On 29 Jun 2011, at 21:14, Henry Story wrote:

> Are there mechanisms in place that help synchronise the way these OIDs get used? The meaning of words (and so OIDs)  depends according to David Lewis "... on the conventions [the user] is party to. And these conventions are regularities in behaviour, sustained in an interest in co-ordination and an expectation that others will do their part" ( in "Convention: A Philosophical Analysis") Words do not get their meaning unless their is co-ordination. OIDs are words with global meaning, so there needs to be global coordination for them to be able to stabilise on a meaning. For this to work there has to be games that drive this co-ordination towards a stable point.

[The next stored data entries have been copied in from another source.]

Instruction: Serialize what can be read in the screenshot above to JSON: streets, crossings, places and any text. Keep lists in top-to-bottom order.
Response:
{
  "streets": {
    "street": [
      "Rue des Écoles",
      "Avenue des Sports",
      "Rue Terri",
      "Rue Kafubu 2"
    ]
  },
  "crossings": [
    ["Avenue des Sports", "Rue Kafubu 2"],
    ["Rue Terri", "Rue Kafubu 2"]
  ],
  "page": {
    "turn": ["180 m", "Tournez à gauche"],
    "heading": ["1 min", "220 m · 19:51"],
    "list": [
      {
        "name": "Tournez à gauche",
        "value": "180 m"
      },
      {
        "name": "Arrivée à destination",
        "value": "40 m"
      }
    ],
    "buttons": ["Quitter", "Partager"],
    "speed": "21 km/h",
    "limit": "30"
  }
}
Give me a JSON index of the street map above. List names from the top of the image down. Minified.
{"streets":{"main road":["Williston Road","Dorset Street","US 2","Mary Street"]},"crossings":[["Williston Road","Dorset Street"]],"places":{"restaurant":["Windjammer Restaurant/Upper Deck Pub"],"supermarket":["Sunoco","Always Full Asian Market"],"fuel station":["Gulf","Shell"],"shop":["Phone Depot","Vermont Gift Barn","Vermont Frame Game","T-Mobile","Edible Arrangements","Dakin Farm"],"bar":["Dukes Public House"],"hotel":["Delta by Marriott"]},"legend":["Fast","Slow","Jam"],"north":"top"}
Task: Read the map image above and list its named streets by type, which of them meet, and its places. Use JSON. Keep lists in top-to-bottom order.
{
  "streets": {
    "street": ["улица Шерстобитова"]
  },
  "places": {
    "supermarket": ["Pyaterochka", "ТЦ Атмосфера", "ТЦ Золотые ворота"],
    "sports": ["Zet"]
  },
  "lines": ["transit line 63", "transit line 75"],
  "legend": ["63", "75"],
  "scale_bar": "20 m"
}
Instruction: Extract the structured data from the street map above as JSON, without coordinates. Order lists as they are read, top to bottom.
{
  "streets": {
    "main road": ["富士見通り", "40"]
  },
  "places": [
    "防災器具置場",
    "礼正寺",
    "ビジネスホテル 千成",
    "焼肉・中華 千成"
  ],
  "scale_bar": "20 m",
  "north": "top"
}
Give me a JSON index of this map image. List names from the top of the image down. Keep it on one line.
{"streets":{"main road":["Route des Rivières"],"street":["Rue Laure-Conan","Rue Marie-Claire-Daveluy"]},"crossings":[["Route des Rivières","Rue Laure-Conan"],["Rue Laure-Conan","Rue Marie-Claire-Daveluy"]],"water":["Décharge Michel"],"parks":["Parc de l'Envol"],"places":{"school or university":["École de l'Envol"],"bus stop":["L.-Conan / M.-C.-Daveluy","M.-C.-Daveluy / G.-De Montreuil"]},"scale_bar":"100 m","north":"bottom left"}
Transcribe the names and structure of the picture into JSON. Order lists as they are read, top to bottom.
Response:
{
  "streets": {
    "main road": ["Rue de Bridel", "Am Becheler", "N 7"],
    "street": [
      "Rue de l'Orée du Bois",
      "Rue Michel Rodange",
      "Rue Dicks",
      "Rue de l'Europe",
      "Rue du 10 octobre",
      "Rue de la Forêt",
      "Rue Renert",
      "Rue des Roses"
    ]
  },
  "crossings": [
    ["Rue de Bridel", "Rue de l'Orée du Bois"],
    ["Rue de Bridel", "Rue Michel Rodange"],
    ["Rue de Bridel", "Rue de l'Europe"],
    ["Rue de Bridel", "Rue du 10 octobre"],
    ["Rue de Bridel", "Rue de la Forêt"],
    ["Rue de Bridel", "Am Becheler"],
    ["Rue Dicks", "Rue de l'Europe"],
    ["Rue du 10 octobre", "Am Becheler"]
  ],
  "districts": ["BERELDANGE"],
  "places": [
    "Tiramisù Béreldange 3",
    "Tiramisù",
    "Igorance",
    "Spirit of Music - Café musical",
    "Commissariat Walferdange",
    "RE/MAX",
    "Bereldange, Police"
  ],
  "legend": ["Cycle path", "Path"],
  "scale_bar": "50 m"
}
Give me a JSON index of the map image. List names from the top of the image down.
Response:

If the main interchange format for the meaning of these words does not publish the OIDS, then how could there be a coordination problem that aligned the meaning of these OIDs with one another? 

By convention, existing schema are reused just as they are in RDF land.

See /etc/openldap/schema/* on pretty much any Linux or Mac OS X box for a selection of common schemata.

>> A fun project for somebody one day would be to run a web service on a well-known URI which spat out RDFS/OWL/whatever for the objectClasses and attributes at a particular OID. Would be a nice extension to Harald Alvestrand’s OID browser… [e.g., http://www.alvestrand.no/objectid/2.5.html]
> 
> yes, that would be very interesting. Two further studies that would be needed in addition to this are:
> - are these OIDs really used the same way, across enterprises? If so, what forced people to using them the same way

Nothing -forces- people, just as nothing forces people to use FOAF or Dublin Core. Crafting new attributes and classes is expensive and increases the time spent configuring or customising software which talks to those directory services, so inertia dictates people tend towards

> - what is the proportion of these OIDs that do have such a widespread meaning?

Most of the ones you see “in the wild” do — browse around Harald’s site, or oid-info.com and you'll see there's an awful lot of “well-known” OIDs, but there are plenty of essentially private arcs too. Most large companies will have an arc or two under which they put private attributes, internal SNMP traps and so on.

Naturally, every critical extension in an X.509 cert is identified by an OID too :)

M.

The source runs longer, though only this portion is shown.